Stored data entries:
-----
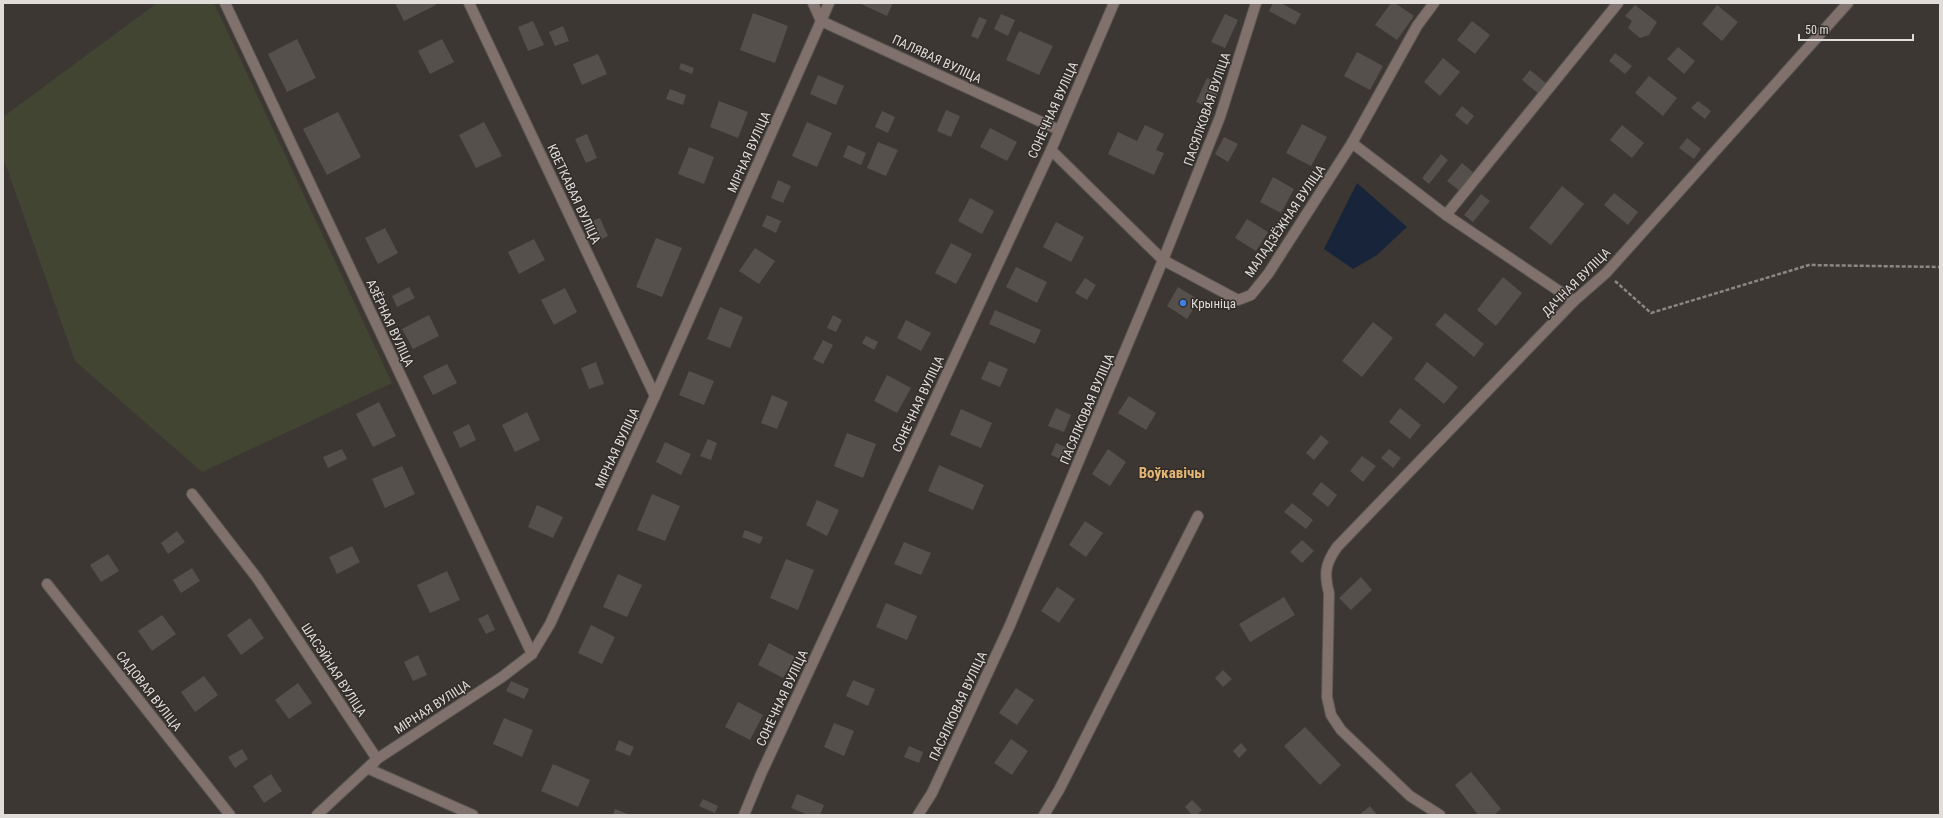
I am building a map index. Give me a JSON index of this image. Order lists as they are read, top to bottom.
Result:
{
  "streets": {
    "street": [
      "ПАЛЯВАЯ ВУЛІЦА",
      "ПАСЯЛКОВАЯ ВУЛІЦА",
      "СОНЕЧНАЯ ВУЛІЦА",
      "МІРНАЯ ВУЛІЦА",
      "КВЕТКАВАЯ ВУЛІЦА",
      "МАЛАДЗЁЖНАЯ ВУЛІЦА",
      "ДАЧНАЯ ВУЛІЦА",
      "АЗЁРНАЯ ВУЛІЦА",
      "ШАСЭЙНАЯ ВУЛІЦА",
      "САДОВАЯ ВУЛІЦА"
    ]
  },
  "crossings": [
    ["ПАЛЯВАЯ ВУЛІЦА", "СОНЕЧНАЯ ВУЛІЦА"],
    ["ПАЛЯВАЯ ВУЛІЦА", "МІРНАЯ ВУЛІЦА"],
    ["ПАСЯЛКОВАЯ ВУЛІЦА", "МАЛАДЗЁЖНАЯ ВУЛІЦА"],
    ["СОНЕЧНАЯ ВУЛІЦА", "МАЛАДЗЁЖНАЯ ВУЛІЦА"],
    ["МІРНАЯ ВУЛІЦА", "КВЕТКАВАЯ ВУЛІЦА"],
    ["МІРНАЯ ВУЛІЦА", "АЗЁРНАЯ ВУЛІЦА"],
    ["МІРНАЯ ВУЛІЦА", "ШАСЭЙНАЯ ВУЛІЦА"]
  ],
  "districts": ["Воўкавічы"],
  "places": ["Крыніца"],
  "scale_bar": "50 m"
}
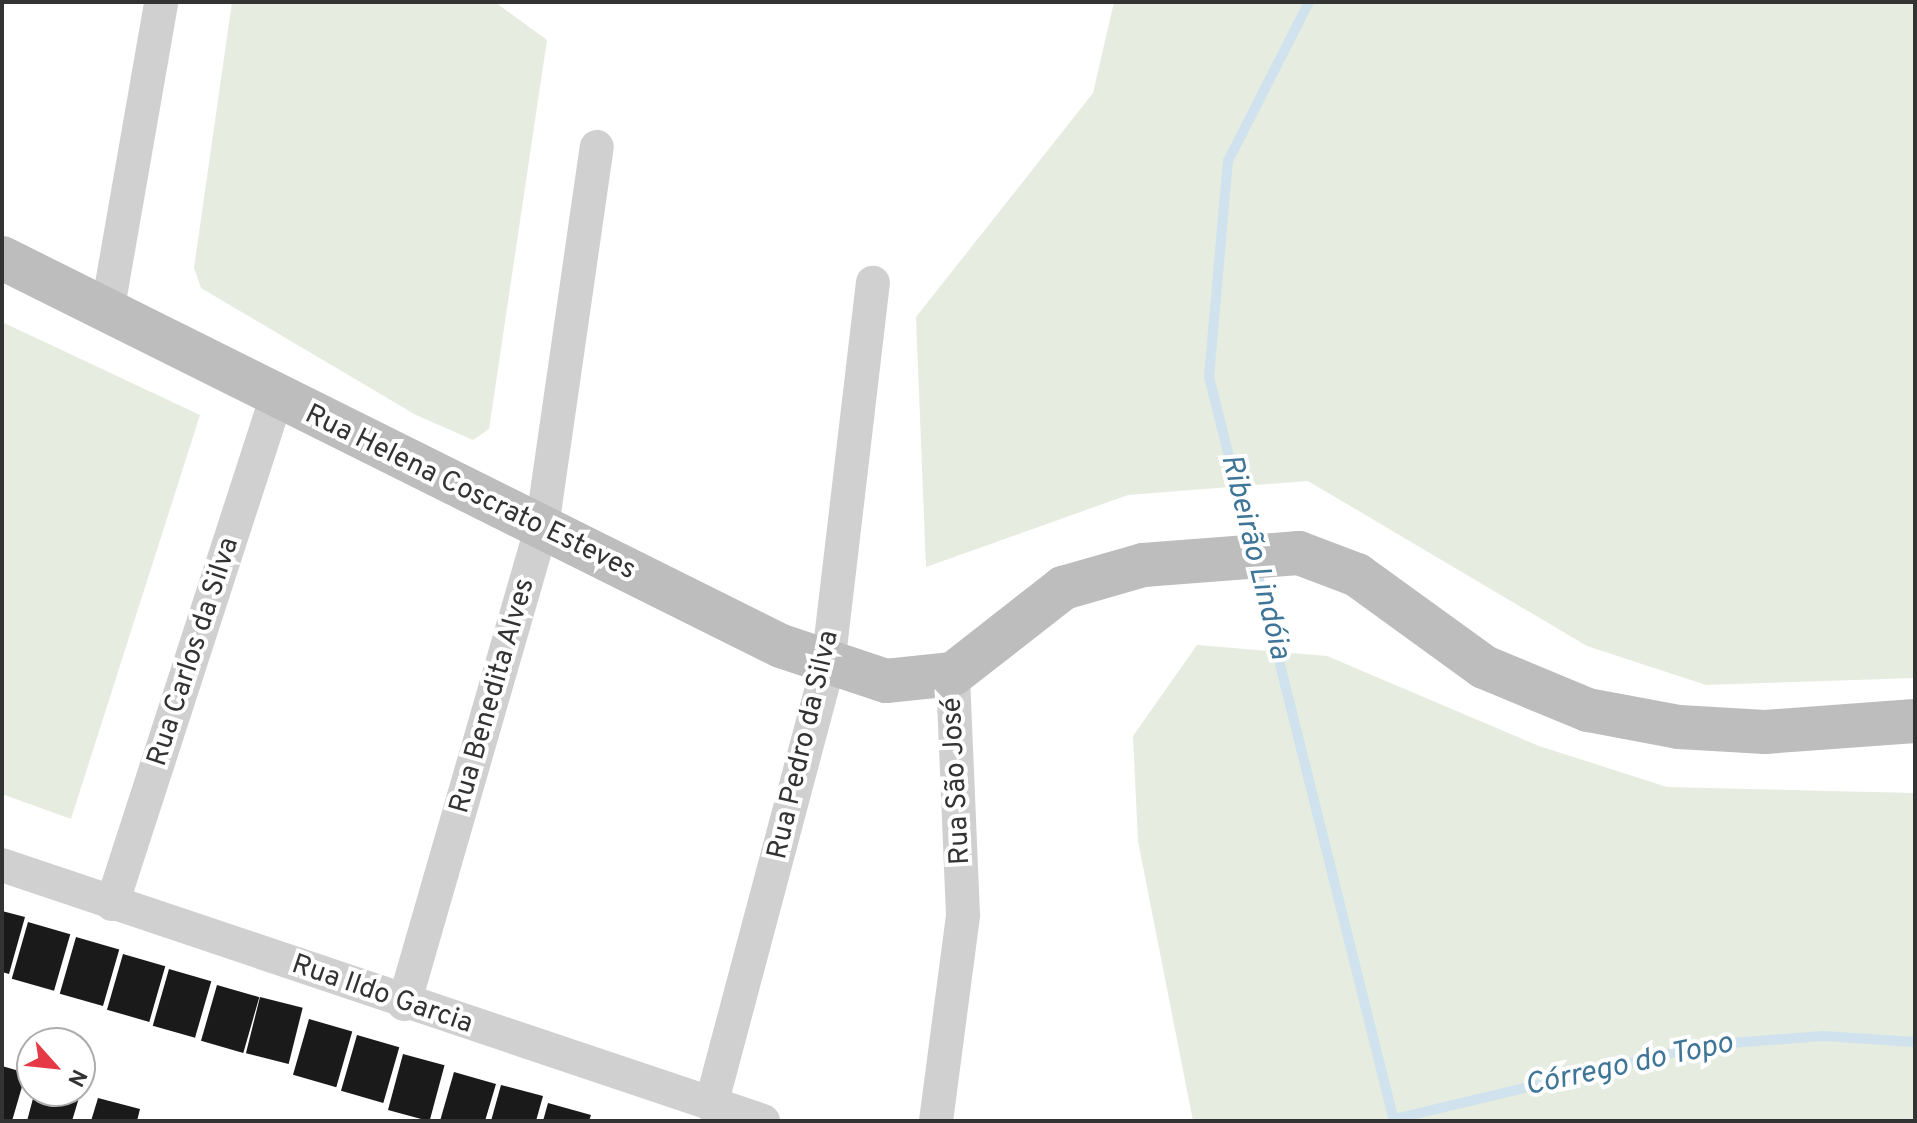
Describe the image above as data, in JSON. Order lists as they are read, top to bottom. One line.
{"streets":{"street":["Rua Helena Coscrato Esteves","Rua Carlos da Silva","Rua Benedita Alves","Rua Pedro da Silva","Rua São José","Rua Ildo Garcia"]},"crossings":[["Rua Helena Coscrato Esteves","Rua Carlos da Silva"],["Rua Helena Coscrato Esteves","Rua Benedita Alves"],["Rua Helena Coscrato Esteves","Rua Pedro da Silva"],["Rua Helena Coscrato Esteves","Rua São José"],["Rua Carlos da Silva","Rua Ildo Garcia"],["Rua Benedita Alves","Rua Ildo Garcia"],["Rua Pedro da Silva","Rua Ildo Garcia"]],"water":["Ribeirão Lindóia","Córrego do Topo"],"north":"bottom right"}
-----
▶ [Exercise prompt]:
From the data, list each line in which the string "streets" appears.

▶ [Written response]:
  "streets": {
{"streets":{"street":["Rua Helena Coscrato Esteves","Rua Carlos da Silva","Rua Benedita Alves","Rua Pedro da Silva","Rua São José","Rua Ildo Garcia"]},"crossings":[["Rua Helena Coscrato Esteves","Rua Carlos da Silva"],["Rua Helena Coscrato Esteves","Rua Benedita Alves"],["Rua Helena Coscrato Esteves","Rua Pedro da Silva"],["Rua Helena Coscrato Esteves","Rua São José"],["Rua Carlos da Silva","Rua Ildo Garcia"],["Rua Benedita Alves","Rua Ildo Garcia"],["Rua Pedro da Silva","Rua Ildo Garcia"]],"water":["Ribeirão Lindóia","Córrego do Topo"],"north":"bottom right"}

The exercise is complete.